### PROBLEM
The result should be a word-for-word retyping of the entries below, free of pictures.
§
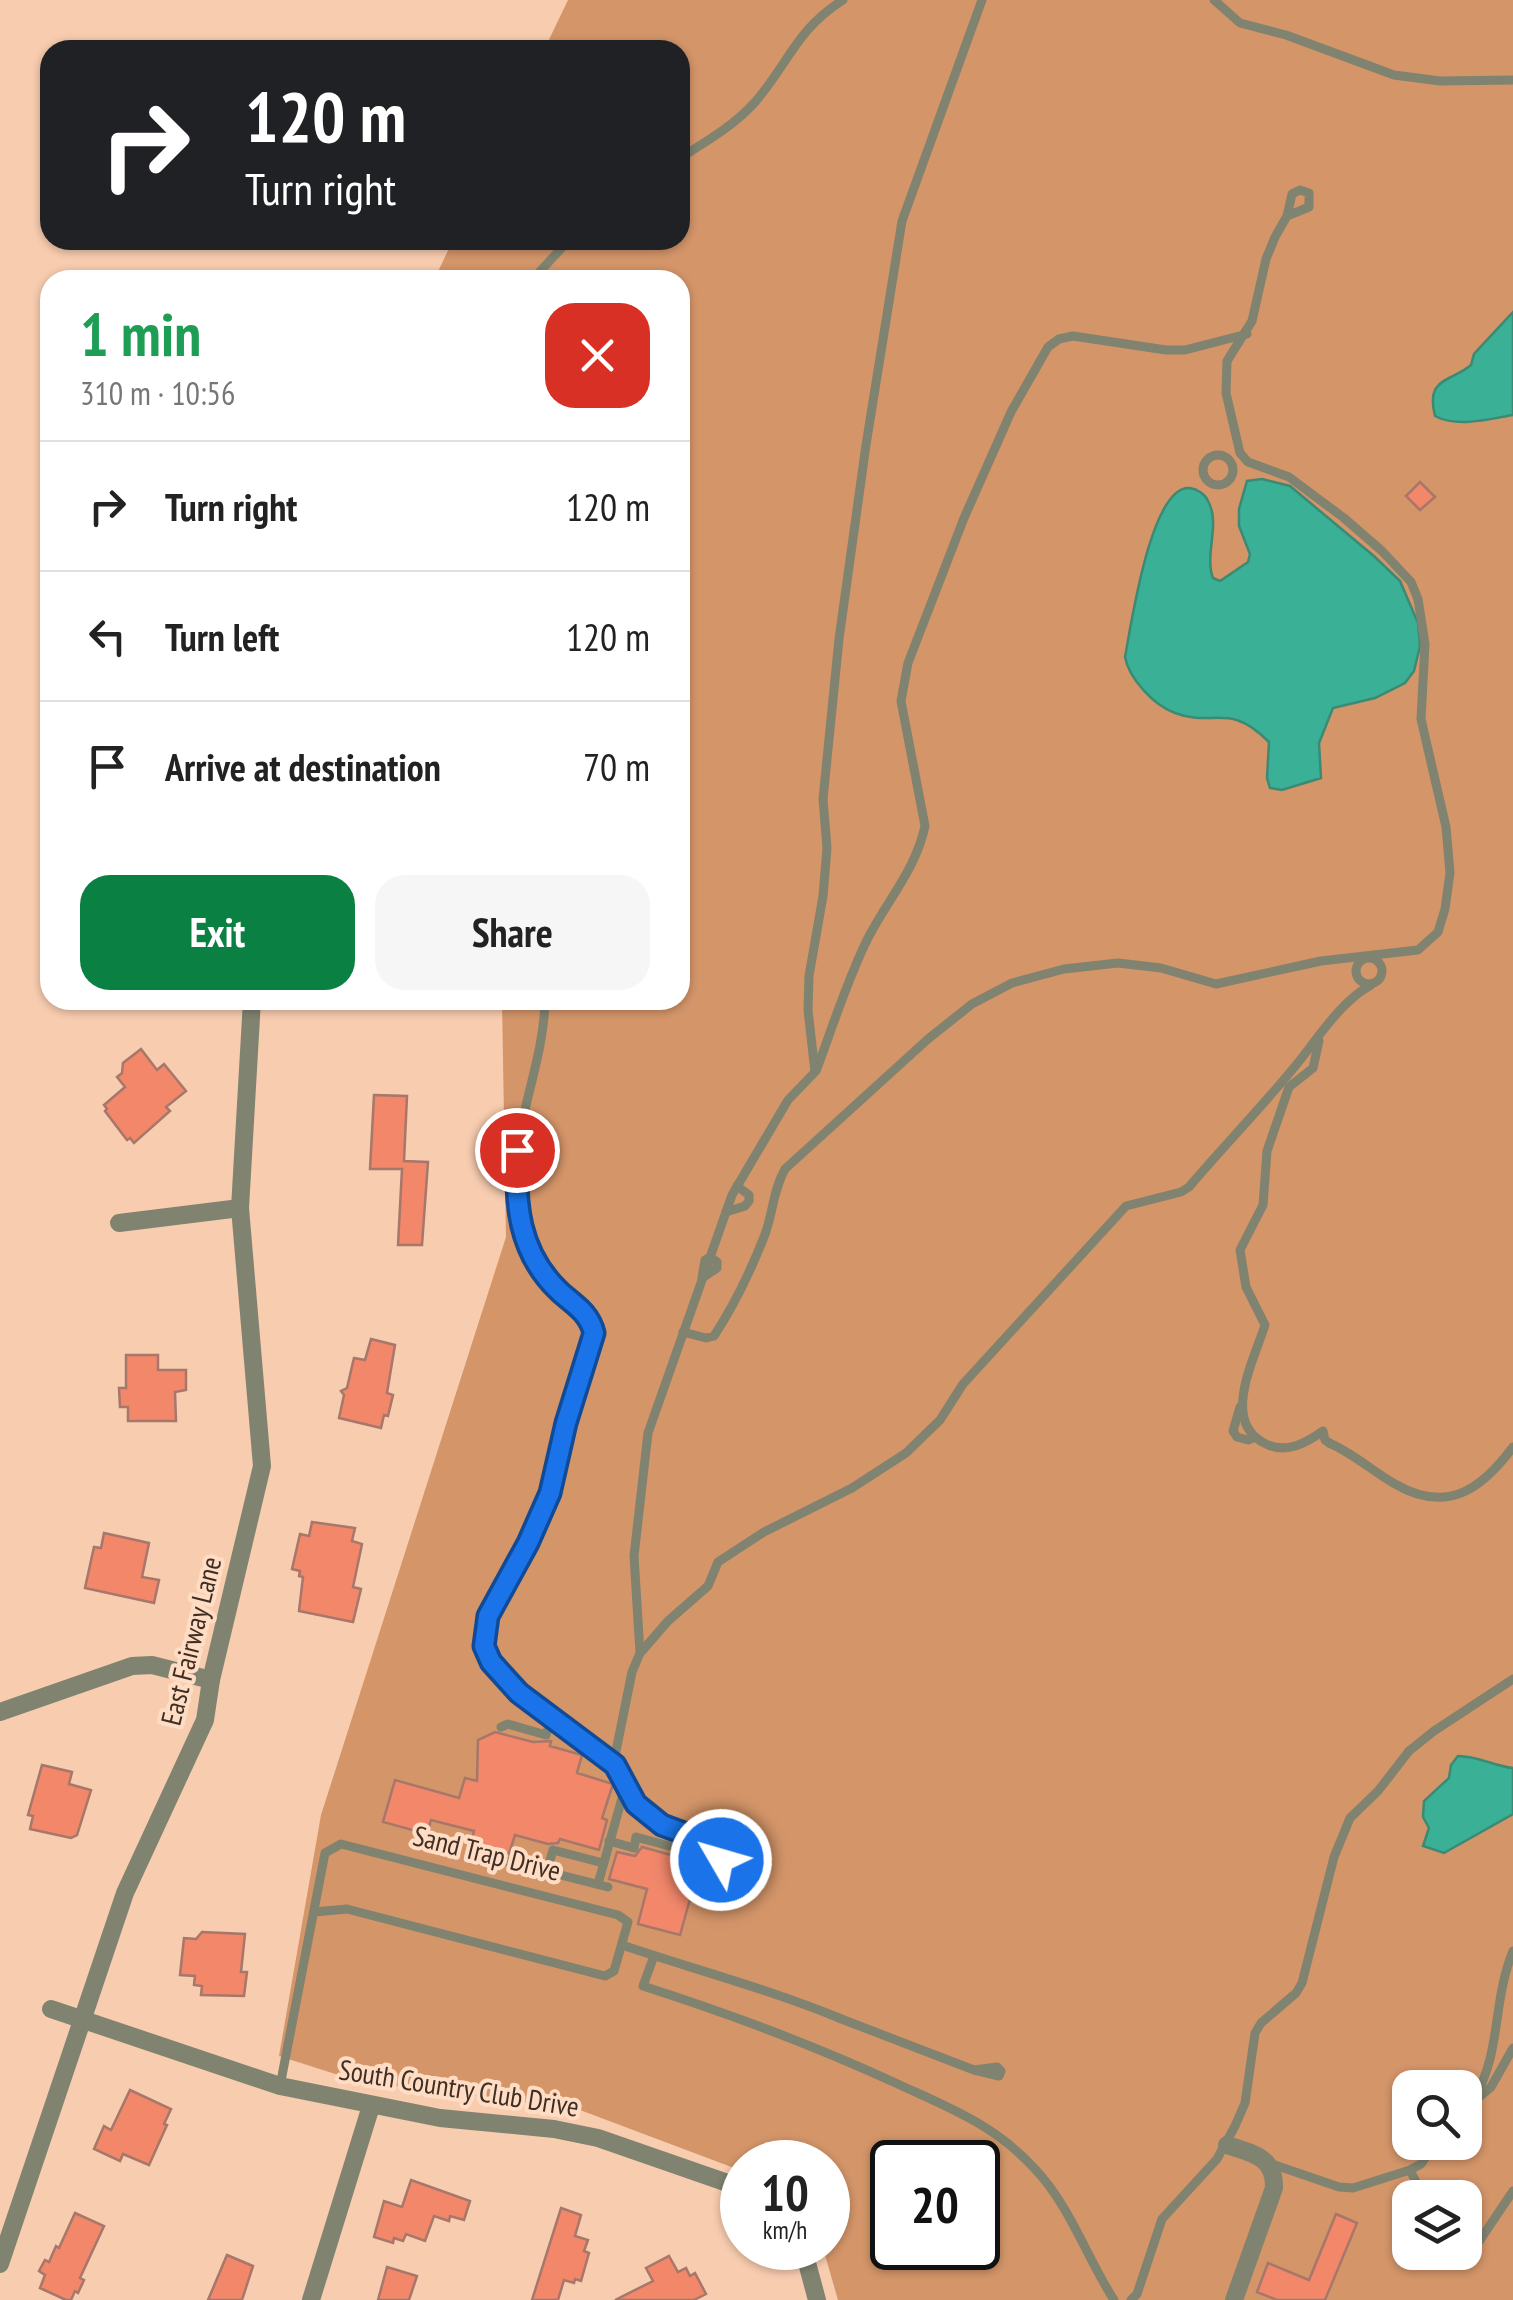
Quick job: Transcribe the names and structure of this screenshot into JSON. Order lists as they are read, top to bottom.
{
  "streets": {
    "street": ["East Fairway Lane", "South Country Club Drive"],
    "lane": ["Sand Trap Drive"]
  },
  "crossings": [
    ["East Fairway Lane", "South Country Club Drive"],
    ["Sand Trap Drive", "South Country Club Drive"]
  ],
  "page": {
    "turn": ["120 m", "Turn right"],
    "heading": ["1 min", "310 m · 10:56"],
    "list": [
      {
        "name": "Turn right",
        "value": "120 m"
      },
      {
        "name": "Turn left",
        "value": "120 m"
      },
      {
        "name": "Arrive at destination",
        "value": "70 m"
      }
    ],
    "buttons": ["Exit", "Share"],
    "speed": "10 km/h",
    "limit": "20"
  }
}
§
### RESPONSE BELOW
Quick job: Transcribe the names and structure of this screenshot into JSON. Order lists as they are read, top to bottom.
{
  "streets": {
    "street": ["East Fairway Lane", "South Country Club Drive"],
    "lane": ["Sand Trap Drive"]
  },
  "crossings": [
    ["East Fairway Lane", "South Country Club Drive"],
    ["Sand Trap Drive", "South Country Club Drive"]
  ],
  "page": {
    "turn": ["120 m", "Turn right"],
    "heading": ["1 min", "310 m · 10:56"],
    "list": [
      {
        "name": "Turn right",
        "value": "120 m"
      },
      {
        "name": "Turn left",
        "value": "120 m"
      },
      {
        "name": "Arrive at destination",
        "value": "70 m"
      }
    ],
    "buttons": ["Exit", "Share"],
    "speed": "10 km/h",
    "limit": "20"
  }
}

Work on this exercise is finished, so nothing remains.